◆ What to produce
Reproduce the records below in their entirety, character for character.

◆ Dataset entries
= Beginning of Section =
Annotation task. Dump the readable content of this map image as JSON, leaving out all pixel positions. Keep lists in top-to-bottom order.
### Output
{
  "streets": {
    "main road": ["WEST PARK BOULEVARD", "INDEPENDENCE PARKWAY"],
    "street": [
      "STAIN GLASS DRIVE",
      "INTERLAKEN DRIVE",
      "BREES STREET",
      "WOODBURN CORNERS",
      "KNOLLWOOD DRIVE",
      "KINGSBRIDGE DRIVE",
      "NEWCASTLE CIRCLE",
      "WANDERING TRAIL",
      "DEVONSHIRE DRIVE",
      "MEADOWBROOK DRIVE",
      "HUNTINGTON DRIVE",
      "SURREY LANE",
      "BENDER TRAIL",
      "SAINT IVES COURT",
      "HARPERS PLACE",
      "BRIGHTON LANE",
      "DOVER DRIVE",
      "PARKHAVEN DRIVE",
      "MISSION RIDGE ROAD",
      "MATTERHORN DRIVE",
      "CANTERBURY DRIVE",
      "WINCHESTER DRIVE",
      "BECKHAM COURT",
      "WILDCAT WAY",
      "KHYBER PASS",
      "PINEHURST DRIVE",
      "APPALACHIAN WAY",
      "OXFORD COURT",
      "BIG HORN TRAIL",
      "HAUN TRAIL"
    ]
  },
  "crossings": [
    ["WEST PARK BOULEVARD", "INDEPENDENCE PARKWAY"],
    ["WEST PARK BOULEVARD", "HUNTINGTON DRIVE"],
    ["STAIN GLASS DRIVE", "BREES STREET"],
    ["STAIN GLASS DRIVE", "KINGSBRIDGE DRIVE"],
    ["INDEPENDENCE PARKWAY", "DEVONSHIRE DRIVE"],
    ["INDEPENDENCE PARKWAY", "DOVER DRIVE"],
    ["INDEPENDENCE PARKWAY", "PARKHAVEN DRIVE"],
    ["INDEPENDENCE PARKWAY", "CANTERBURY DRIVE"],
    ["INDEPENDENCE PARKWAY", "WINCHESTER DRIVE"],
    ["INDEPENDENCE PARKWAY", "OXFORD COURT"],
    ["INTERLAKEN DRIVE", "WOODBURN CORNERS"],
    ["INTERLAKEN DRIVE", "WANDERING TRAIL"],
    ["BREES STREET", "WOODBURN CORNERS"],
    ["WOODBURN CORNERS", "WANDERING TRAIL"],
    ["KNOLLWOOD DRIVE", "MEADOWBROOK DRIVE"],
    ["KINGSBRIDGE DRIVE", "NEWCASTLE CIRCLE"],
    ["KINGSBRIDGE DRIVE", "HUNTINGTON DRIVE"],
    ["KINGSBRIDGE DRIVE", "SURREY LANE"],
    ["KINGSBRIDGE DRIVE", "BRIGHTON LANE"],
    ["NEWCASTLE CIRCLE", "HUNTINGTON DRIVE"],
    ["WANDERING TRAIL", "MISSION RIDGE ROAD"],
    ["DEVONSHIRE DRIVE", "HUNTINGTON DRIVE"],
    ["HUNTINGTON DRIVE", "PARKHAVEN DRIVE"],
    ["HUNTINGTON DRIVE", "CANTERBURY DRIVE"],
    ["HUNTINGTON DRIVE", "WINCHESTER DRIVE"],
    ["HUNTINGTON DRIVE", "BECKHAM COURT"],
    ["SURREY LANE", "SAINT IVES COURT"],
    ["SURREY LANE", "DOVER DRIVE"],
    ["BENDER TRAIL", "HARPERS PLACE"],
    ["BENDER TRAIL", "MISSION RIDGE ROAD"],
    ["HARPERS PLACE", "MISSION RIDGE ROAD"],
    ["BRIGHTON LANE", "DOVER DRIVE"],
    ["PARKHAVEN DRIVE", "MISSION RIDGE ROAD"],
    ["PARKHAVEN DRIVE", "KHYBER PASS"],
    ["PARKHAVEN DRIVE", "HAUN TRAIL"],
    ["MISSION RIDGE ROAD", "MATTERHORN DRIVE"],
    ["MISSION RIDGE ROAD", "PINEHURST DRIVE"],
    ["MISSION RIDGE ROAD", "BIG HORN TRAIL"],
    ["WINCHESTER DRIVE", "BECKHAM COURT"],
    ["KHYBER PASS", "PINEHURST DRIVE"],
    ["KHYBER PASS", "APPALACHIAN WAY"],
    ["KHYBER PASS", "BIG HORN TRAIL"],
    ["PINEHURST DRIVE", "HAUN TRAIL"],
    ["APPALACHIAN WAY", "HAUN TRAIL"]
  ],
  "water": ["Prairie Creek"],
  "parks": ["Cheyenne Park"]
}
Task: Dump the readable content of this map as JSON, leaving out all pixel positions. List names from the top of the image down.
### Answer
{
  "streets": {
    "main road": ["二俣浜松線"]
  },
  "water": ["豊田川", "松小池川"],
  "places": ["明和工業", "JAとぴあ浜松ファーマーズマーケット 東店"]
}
= End of Section =
◆ Response to the task
Annotation task. Dump the readable content of this map image as JSON, leaving out all pixel positions. Keep lists in top-to-bottom order.
### Output
{
  "streets": {
    "main road": ["WEST PARK BOULEVARD", "INDEPENDENCE PARKWAY"],
    "street": [
      "STAIN GLASS DRIVE",
      "INTERLAKEN DRIVE",
      "BREES STREET",
      "WOODBURN CORNERS",
      "KNOLLWOOD DRIVE",
      "KINGSBRIDGE DRIVE",
      "NEWCASTLE CIRCLE",
      "WANDERING TRAIL",
      "DEVONSHIRE DRIVE",
      "MEADOWBROOK DRIVE",
      "HUNTINGTON DRIVE",
      "SURREY LANE",
      "BENDER TRAIL",
      "SAINT IVES COURT",
      "HARPERS PLACE",
      "BRIGHTON LANE",
      "DOVER DRIVE",
      "PARKHAVEN DRIVE",
      "MISSION RIDGE ROAD",
      "MATTERHORN DRIVE",
      "CANTERBURY DRIVE",
      "WINCHESTER DRIVE",
      "BECKHAM COURT",
      "WILDCAT WAY",
      "KHYBER PASS",
      "PINEHURST DRIVE",
      "APPALACHIAN WAY",
      "OXFORD COURT",
      "BIG HORN TRAIL",
      "HAUN TRAIL"
    ]
  },
  "crossings": [
    ["WEST PARK BOULEVARD", "INDEPENDENCE PARKWAY"],
    ["WEST PARK BOULEVARD", "HUNTINGTON DRIVE"],
    ["STAIN GLASS DRIVE", "BREES STREET"],
    ["STAIN GLASS DRIVE", "KINGSBRIDGE DRIVE"],
    ["INDEPENDENCE PARKWAY", "DEVONSHIRE DRIVE"],
    ["INDEPENDENCE PARKWAY", "DOVER DRIVE"],
    ["INDEPENDENCE PARKWAY", "PARKHAVEN DRIVE"],
    ["INDEPENDENCE PARKWAY", "CANTERBURY DRIVE"],
    ["INDEPENDENCE PARKWAY", "WINCHESTER DRIVE"],
    ["INDEPENDENCE PARKWAY", "OXFORD COURT"],
    ["INTERLAKEN DRIVE", "WOODBURN CORNERS"],
    ["INTERLAKEN DRIVE", "WANDERING TRAIL"],
    ["BREES STREET", "WOODBURN CORNERS"],
    ["WOODBURN CORNERS", "WANDERING TRAIL"],
    ["KNOLLWOOD DRIVE", "MEADOWBROOK DRIVE"],
    ["KINGSBRIDGE DRIVE", "NEWCASTLE CIRCLE"],
    ["KINGSBRIDGE DRIVE", "HUNTINGTON DRIVE"],
    ["KINGSBRIDGE DRIVE", "SURREY LANE"],
    ["KINGSBRIDGE DRIVE", "BRIGHTON LANE"],
    ["NEWCASTLE CIRCLE", "HUNTINGTON DRIVE"],
    ["WANDERING TRAIL", "MISSION RIDGE ROAD"],
    ["DEVONSHIRE DRIVE", "HUNTINGTON DRIVE"],
    ["HUNTINGTON DRIVE", "PARKHAVEN DRIVE"],
    ["HUNTINGTON DRIVE", "CANTERBURY DRIVE"],
    ["HUNTINGTON DRIVE", "WINCHESTER DRIVE"],
    ["HUNTINGTON DRIVE", "BECKHAM COURT"],
    ["SURREY LANE", "SAINT IVES COURT"],
    ["SURREY LANE", "DOVER DRIVE"],
    ["BENDER TRAIL", "HARPERS PLACE"],
    ["BENDER TRAIL", "MISSION RIDGE ROAD"],
    ["HARPERS PLACE", "MISSION RIDGE ROAD"],
    ["BRIGHTON LANE", "DOVER DRIVE"],
    ["PARKHAVEN DRIVE", "MISSION RIDGE ROAD"],
    ["PARKHAVEN DRIVE", "KHYBER PASS"],
    ["PARKHAVEN DRIVE", "HAUN TRAIL"],
    ["MISSION RIDGE ROAD", "MATTERHORN DRIVE"],
    ["MISSION RIDGE ROAD", "PINEHURST DRIVE"],
    ["MISSION RIDGE ROAD", "BIG HORN TRAIL"],
    ["WINCHESTER DRIVE", "BECKHAM COURT"],
    ["KHYBER PASS", "PINEHURST DRIVE"],
    ["KHYBER PASS", "APPALACHIAN WAY"],
    ["KHYBER PASS", "BIG HORN TRAIL"],
    ["PINEHURST DRIVE", "HAUN TRAIL"],
    ["APPALACHIAN WAY", "HAUN TRAIL"]
  ],
  "water": ["Prairie Creek"],
  "parks": ["Cheyenne Park"]
}
Task: Dump the readable content of this map as JSON, leaving out all pixel positions. List names from the top of the image down.
### Answer
{
  "streets": {
    "main road": ["二俣浜松線"]
  },
  "water": ["豊田川", "松小池川"],
  "places": ["明和工業", "JAとぴあ浜松ファーマーズマーケット 東店"]
}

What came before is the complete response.